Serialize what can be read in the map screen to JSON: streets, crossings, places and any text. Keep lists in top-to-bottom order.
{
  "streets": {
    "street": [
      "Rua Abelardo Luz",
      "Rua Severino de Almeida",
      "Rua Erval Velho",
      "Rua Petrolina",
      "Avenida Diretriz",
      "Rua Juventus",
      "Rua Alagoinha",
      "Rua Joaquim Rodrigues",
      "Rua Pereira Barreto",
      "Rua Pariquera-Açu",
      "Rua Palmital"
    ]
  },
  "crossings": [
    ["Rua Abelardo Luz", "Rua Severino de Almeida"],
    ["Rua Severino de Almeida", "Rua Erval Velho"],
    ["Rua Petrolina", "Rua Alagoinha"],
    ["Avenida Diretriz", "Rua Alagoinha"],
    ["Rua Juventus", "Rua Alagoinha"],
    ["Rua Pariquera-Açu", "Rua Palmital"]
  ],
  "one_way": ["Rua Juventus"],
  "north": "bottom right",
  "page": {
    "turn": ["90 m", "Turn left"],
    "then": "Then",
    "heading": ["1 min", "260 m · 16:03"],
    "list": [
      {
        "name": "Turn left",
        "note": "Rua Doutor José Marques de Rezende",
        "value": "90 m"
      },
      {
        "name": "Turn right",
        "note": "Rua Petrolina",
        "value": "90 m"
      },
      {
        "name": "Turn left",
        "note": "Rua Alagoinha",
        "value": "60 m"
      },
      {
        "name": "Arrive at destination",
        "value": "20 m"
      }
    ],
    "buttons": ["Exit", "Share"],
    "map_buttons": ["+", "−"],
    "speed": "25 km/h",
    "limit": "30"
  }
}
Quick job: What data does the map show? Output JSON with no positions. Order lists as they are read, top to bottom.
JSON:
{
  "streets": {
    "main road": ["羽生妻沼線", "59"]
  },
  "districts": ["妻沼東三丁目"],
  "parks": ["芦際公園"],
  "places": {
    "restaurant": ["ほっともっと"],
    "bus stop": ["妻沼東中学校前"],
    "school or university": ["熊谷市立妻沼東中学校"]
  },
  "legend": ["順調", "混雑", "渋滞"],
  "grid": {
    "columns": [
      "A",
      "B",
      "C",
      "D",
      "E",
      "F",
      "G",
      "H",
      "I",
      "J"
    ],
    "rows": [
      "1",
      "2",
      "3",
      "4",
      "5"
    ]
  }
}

##########

TASK TO COMPLETE | Repeat, character for character, the lines from the one that holds "Quick job: What" to the final line of the material, inclusive, and no other lines.

ANSWER SECTION |
Quick job: What data does the map show? Output JSON with no positions. Order lists as they are read, top to bottom.
JSON:
{
  "streets": {
    "main road": ["羽生妻沼線", "59"]
  },
  "districts": ["妻沼東三丁目"],
  "parks": ["芦際公園"],
  "places": {
    "restaurant": ["ほっともっと"],
    "bus stop": ["妻沼東中学校前"],
    "school or university": ["熊谷市立妻沼東中学校"]
  },
  "legend": ["順調", "混雑", "渋滞"],
  "grid": {
    "columns": [
      "A",
      "B",
      "C",
      "D",
      "E",
      "F",
      "G",
      "H",
      "I",
      "J"
    ],
    "rows": [
      "1",
      "2",
      "3",
      "4",
      "5"
    ]
  }
}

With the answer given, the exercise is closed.